Mike Brown the Model of Inconsistency: Cincinnati Bengals Stifle Carson Palmer

Gary WolffContributor IIAugust 3, 2011

Football purgatory
Football purgatoryAndy Lyons/Getty Images

I don't follow the Cincinnati Bengals too closely.  I'm not sure many people do.  It's like keeping up with the stooges we call congressman in Washington D.C.

I did see the Mike Brown farewell to Carson Palmer video however.  You can see it below.

Mike Brown standing on principle.  Now, I'm a man of principle, so on the surface I can relate to his stance.  However, what advantages are there for this consistent loser of an owner to now take an inconsistent stance on principle?

Carson Palmer has struggled the last few years.  Much of that I'm sure is his jaded view of being stuck in Cincinnati.  I give him a lot of leeway for under-performing and lacking passion for the game, given he is trapped in the football wasteland.  However, he must take a lot of the blame for his poor performances as well.

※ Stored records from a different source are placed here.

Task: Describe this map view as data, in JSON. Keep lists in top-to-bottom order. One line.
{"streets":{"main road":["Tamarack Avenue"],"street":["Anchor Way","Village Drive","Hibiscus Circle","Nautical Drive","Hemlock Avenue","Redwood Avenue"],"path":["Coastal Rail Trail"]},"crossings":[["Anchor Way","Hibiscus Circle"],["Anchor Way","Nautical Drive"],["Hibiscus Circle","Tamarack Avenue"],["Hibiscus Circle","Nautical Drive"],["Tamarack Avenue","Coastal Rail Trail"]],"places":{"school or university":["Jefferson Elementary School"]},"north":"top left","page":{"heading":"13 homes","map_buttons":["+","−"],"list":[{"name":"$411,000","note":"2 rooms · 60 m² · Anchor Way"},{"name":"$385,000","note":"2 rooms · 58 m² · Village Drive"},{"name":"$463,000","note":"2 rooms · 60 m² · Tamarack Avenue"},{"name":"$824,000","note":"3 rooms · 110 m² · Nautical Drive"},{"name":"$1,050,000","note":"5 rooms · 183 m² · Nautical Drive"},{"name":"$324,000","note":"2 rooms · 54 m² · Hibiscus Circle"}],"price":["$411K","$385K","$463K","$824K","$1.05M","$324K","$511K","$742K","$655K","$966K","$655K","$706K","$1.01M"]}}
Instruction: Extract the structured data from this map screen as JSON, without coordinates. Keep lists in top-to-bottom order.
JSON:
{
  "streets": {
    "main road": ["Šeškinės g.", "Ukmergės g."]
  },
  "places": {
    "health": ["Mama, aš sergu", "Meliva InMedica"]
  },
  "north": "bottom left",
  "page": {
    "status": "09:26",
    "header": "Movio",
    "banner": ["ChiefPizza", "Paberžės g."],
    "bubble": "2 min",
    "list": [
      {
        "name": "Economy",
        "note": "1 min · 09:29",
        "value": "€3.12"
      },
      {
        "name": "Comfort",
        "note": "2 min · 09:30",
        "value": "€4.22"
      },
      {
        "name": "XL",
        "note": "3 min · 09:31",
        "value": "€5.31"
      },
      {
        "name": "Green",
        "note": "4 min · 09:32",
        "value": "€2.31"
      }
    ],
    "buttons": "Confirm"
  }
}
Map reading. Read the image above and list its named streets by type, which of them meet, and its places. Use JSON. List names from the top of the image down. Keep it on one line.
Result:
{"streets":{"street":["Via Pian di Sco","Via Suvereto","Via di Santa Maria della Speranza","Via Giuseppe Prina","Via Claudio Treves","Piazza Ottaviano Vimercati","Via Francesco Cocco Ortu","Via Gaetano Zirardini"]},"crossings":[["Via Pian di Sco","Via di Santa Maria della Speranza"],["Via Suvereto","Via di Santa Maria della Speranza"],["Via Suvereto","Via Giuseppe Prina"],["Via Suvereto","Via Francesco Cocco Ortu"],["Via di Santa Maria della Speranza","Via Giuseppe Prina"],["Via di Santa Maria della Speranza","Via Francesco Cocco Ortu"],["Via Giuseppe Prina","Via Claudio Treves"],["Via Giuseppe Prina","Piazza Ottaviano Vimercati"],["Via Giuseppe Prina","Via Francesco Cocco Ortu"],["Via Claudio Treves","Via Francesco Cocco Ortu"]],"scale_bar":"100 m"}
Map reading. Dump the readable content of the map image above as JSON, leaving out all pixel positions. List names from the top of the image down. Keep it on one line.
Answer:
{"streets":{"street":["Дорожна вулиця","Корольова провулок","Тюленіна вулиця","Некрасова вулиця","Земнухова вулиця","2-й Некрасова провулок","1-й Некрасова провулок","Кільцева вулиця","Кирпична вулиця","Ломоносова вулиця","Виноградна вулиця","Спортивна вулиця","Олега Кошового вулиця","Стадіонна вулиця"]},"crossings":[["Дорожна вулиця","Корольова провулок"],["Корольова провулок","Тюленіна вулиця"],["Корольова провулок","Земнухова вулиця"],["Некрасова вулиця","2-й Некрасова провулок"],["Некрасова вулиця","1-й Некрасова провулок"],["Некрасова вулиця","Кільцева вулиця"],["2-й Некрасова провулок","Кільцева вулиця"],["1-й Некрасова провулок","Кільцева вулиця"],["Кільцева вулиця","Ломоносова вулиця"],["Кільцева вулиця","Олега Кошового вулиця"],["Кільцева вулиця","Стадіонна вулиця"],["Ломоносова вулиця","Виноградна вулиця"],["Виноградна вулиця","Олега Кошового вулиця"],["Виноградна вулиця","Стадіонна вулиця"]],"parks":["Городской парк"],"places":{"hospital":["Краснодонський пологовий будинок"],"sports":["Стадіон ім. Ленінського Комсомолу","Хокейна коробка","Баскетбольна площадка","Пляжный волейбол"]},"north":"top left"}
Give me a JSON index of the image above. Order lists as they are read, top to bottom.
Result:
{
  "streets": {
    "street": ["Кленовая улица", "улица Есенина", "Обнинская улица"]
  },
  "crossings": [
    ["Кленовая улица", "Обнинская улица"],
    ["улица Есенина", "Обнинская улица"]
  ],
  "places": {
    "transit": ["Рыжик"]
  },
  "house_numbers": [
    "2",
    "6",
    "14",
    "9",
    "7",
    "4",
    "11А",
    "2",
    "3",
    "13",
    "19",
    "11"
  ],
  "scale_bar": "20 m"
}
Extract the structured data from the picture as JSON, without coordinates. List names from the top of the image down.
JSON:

That said, odds are Carson Palmer would thrive once again as a top 10 passer in the NFL if he got a chance to leave the Bengals. 

This leads to the obvious question of, "Why would Mike Brown throw a valuable commodity down the drain when his team so desperately needs leverage to improve itself?"

It's clear Carson can't perform in Cincinnati again.  He's burnt out on the chaos and turmoil of a mismanaged perennial loser.  He gave it a solid shot.  It's not like he was whining and crying out of the gate and didn't give it a solid chance for many years.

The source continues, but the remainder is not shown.